Stored records:

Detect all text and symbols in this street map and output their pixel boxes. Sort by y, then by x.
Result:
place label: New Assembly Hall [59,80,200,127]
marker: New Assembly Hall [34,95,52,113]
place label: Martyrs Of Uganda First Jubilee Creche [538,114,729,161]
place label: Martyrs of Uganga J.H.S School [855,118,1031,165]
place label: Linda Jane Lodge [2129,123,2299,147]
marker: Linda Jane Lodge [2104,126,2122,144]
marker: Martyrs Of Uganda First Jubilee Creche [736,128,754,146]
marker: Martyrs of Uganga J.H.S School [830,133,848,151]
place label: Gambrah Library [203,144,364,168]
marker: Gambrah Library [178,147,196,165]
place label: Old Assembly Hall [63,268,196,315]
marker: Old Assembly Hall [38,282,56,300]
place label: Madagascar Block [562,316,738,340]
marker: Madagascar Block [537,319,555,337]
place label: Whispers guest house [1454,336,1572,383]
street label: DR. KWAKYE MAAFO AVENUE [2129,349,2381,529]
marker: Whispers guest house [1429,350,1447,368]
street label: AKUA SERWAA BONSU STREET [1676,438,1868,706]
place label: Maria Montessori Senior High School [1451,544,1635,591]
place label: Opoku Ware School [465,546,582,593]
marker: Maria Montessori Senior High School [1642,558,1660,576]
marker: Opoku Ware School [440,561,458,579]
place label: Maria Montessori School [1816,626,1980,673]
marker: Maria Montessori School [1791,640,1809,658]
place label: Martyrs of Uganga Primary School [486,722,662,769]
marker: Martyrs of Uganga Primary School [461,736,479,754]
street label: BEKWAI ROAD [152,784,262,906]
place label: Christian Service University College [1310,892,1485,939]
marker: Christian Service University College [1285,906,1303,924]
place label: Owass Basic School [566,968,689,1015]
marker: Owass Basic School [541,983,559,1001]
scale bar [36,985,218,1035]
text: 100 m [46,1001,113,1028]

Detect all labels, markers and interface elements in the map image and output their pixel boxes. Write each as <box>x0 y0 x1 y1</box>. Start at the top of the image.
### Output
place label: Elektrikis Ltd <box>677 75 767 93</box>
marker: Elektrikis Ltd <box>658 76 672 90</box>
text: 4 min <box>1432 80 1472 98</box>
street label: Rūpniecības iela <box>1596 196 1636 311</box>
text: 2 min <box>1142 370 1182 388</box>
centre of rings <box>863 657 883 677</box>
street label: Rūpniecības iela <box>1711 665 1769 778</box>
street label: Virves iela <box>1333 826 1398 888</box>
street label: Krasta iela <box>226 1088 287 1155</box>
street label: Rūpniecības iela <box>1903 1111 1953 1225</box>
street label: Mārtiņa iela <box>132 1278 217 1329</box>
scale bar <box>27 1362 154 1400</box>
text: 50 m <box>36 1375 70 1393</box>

- TRY IT: Where the string "Rūpniecības" turns up in a line of the data above, copy that whole line.

- TASK SOLUTION:
street label: Rūpniecības iela <box>1596 196 1636 311</box>
street label: Rūpniecības iela <box>1711 665 1769 778</box>
street label: Rūpniecības iela <box>1903 1111 1953 1225</box>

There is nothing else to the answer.